**Directions for this task:** Go through the data and report how many lines include the word "Velazquez", giving only the number.

**Task material:**
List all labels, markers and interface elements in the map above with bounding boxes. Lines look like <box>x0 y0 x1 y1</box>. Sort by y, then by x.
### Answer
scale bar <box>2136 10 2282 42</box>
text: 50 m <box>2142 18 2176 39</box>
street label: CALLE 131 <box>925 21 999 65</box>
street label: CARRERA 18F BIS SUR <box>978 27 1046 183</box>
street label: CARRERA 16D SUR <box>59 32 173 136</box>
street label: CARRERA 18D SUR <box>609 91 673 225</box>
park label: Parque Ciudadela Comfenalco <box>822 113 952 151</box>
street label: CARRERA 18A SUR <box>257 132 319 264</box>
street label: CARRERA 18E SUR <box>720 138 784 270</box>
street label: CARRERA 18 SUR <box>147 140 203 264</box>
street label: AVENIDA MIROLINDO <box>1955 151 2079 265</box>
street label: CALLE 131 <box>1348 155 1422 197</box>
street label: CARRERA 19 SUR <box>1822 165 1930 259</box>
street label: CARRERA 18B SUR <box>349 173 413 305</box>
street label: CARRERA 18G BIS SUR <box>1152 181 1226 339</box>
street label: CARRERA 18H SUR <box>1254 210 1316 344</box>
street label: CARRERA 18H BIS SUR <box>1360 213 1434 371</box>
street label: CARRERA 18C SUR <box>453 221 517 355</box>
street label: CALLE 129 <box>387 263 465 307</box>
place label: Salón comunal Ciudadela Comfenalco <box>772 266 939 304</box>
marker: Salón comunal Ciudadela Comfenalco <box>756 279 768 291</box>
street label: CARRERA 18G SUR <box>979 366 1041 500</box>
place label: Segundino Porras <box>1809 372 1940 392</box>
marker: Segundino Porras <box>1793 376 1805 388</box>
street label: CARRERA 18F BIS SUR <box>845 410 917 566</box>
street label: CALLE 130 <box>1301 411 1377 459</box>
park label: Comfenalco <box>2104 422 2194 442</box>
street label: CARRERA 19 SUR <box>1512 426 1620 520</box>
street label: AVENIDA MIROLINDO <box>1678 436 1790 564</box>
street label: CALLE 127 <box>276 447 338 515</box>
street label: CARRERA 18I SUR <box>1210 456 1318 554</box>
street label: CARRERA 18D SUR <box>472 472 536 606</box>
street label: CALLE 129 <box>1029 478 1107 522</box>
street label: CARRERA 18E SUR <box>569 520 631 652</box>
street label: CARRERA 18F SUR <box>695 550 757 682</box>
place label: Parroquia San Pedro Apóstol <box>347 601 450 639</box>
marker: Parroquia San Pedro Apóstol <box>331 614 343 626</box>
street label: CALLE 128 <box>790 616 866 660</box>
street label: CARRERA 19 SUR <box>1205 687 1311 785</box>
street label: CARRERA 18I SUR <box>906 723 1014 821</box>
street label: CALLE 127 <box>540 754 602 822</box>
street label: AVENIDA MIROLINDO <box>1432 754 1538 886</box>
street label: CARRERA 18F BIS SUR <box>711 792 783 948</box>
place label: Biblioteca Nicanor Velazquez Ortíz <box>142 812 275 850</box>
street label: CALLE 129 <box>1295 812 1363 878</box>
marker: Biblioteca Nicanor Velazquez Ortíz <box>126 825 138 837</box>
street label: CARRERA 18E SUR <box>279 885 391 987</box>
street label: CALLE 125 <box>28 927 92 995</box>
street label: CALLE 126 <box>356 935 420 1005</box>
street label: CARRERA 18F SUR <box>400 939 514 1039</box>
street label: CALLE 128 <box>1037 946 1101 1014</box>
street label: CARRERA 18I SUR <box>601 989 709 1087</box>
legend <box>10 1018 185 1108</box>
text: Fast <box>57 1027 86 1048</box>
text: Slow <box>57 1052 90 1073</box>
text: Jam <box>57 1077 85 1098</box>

**Response to the exercise:** 2